Was leistet die Unfallversicherung eigentlich im Todesfall?

Für einen ausgedehnten Versicherungsschutz ist es für Versicherungsnehmer in der privaten Unfallversicherung möglich, eine Versicherungssumme einzuschließen, die im Fall des Todes an die Hinterbliebenen ausgezahlt wird. Versicherungsgesellschaften fordern für eine Auszahlung jedoch festgelegte Voraussetzungen, die in jeden Tarifbedingungen nachlesbar sind.

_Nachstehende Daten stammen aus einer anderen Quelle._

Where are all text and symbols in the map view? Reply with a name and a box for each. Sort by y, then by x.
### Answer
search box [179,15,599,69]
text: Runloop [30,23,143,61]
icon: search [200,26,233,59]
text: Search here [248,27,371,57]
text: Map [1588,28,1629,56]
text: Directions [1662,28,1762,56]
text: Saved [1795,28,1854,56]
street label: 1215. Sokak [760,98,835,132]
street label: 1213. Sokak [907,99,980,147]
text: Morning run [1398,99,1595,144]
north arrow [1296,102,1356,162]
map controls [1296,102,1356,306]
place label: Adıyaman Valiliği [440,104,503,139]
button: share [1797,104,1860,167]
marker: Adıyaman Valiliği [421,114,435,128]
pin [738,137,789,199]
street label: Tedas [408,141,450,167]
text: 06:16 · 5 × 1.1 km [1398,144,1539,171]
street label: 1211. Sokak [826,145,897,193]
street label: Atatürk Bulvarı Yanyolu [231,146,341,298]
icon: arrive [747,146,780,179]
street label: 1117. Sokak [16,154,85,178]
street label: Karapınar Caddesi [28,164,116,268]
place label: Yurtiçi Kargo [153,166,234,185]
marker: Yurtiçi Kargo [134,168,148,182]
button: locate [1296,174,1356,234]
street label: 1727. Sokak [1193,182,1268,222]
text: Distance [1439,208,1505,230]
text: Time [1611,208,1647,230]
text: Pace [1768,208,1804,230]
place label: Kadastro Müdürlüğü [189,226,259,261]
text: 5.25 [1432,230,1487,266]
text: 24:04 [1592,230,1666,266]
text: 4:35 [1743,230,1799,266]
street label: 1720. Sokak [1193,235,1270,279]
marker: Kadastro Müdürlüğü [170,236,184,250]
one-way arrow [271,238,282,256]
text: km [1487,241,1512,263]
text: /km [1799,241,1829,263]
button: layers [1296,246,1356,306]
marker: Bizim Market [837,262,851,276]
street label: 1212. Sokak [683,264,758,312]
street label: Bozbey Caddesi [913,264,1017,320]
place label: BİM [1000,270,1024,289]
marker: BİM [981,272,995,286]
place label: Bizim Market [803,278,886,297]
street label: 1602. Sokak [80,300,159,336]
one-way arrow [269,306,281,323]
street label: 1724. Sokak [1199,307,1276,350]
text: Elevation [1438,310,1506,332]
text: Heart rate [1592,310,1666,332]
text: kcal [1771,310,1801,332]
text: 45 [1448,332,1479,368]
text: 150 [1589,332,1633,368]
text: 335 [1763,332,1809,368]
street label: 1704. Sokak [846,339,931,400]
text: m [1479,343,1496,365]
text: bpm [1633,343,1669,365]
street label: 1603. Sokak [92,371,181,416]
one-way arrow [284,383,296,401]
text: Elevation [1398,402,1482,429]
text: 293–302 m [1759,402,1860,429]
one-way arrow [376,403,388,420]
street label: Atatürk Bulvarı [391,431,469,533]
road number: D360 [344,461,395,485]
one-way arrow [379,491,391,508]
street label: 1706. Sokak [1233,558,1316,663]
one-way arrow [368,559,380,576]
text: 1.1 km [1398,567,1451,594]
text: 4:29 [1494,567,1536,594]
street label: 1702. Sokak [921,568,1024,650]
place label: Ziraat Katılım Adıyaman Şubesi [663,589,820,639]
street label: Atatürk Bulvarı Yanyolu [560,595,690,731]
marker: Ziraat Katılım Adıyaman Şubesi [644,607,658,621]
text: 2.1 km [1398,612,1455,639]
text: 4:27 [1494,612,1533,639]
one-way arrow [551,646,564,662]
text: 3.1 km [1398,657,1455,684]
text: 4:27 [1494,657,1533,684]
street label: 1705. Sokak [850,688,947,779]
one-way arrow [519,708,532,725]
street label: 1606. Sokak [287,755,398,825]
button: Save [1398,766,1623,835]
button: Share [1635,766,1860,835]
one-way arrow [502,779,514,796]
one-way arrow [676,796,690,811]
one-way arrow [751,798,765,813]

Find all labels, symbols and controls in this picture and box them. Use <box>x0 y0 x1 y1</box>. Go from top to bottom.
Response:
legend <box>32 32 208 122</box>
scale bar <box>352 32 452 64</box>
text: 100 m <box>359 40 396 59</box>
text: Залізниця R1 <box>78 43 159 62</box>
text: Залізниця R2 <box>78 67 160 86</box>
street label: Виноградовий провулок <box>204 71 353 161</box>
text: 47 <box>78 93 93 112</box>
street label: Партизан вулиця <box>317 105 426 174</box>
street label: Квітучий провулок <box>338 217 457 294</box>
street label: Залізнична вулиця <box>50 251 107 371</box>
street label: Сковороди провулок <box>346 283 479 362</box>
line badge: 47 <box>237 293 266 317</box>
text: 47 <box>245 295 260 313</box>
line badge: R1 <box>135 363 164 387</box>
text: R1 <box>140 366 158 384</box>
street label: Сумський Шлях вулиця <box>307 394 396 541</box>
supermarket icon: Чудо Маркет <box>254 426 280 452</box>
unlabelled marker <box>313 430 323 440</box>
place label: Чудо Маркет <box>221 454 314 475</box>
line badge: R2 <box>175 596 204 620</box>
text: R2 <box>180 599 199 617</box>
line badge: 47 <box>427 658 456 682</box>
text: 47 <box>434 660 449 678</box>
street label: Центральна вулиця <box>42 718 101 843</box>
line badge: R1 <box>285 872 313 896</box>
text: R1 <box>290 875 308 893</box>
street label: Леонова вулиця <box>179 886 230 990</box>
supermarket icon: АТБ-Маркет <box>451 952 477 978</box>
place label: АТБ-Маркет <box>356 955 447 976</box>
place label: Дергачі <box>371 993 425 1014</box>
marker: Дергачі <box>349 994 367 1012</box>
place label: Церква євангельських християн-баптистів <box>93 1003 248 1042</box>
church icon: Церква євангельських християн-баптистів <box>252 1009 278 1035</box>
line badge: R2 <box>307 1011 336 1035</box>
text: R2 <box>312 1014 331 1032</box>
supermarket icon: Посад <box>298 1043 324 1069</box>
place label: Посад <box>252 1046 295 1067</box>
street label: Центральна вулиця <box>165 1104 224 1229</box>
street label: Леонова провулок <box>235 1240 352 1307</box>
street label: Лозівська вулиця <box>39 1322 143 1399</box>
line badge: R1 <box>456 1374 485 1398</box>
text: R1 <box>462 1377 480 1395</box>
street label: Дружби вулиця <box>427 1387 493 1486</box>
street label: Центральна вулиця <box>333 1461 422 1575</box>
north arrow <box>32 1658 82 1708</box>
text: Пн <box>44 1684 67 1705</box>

Voraussetzungen für die Todesfallleistung

Für den Leistungsanspruch der Todesfallleistung müssen bestimmte Bedingungen vorliegen. Erst dann zahlt die private Unfallversicherung die Deckungssumme aus. Zu den Voraussetzungen zählt:

  • Eintritt des Todes innerhalb eines Jahres nach dem Unfall
  • Unfall ist die Ursache für den Todesfall

Bestehende Krankheiten und Gebrechen können die Todesfallleistung mindern, sofern sie für das Unfallereignis ausschlaggebend waren und einen Anteil von mehr als 25 Prozent haben.

Höhe der Todesfallsumme

Aufgrund des Bausteinprinzips der Unfallversicherung ist es möglich, die Todesfallleistung in beliebiger Höhe festzulegen. Die meisten Anbieter ermöglichen eine Versicherungssumme zwischen 5.000,- und 100.000,- Euro.

Je nachdem, in welchem Umfang Sie die hinterlassenen Familienangehörigen finanziell schützen möchten, können Sie die Todesfallsumme selbstständig festlegen. Oftmals ist es vielen versicherten Personen lediglich wichtig, dass die eigenen Beerdigungskosten gedeckt sind. In diesem Fall reicht meist eine Summe zwischen 5.000,- und 15.000,- Euro aus.

Absicherungen, die über diesen Betrag hinausgehen, können der Familie außerdem dabei helfen für eine gewisse Zeit ein finanzielles Polster zu haben. Dies ist zum Beispiel sinnvoll, wenn der Verstorbene das Haupteinkommen für die gesamte Familie verdient hat.

Anzeigepflicht im Todesfall

Ist der Versicherungsfall und somit der Tod eingetreten, müssen die Hinterbliebenen den Unfalltod unverzüglich der Versicherung anzeigen. Möchten Sie sich an die Tarifbedingungen halten, muss die Meldung innerhalb einer Frist von 48 Stunden erfolgen.

Verstoßen Sie gegen diese Meldepflicht, kann es zu einer Verminderung oder sogar zu dem vollständigen Verlust des Versicherungsschutzes kommen. Dabei ist es relevant, ob die Nichteinhaltung überhaupt zu vertreten und vorsätzlich oder grob fahrlässig war. Sofern Sie jedoch nachweisen, dass Sie nicht grob fahrlässig gehandelt haben oder die Außerachtlassung der Frist für den Unfall und die Höhe der Leistung nicht entscheidend war, besteht noch weiterhin der Versicherungsschutz.

Was wird bei einem Tod im Ausland erstattet?

Wenn eine versicherte Person im Ausland nach einem Schadensereignis verstirbt, bietet die private Unfallversicherung auch in diesem speziellen Fall weitere Leistungen an, die die normale Todesfallsumme überschreiten.

So ist es möglich, dass die komplette Bestattung im Ausland stattfindet. Das Unfallversicherung arrangiert bei einem solchen Vorkommnis die Beerdigung außerhalb von Deutschland.

Die andere Möglichkeit wäre, dass der Leichnam zum letzten Wohnsitz befördert wird. Die Überführungskosten trägt dann die Unfallversicherung. Teilweise ist es auch durchführbar, dass der Verstorbene an einen anderen gewünschten Ort in Deutschland überführt wird.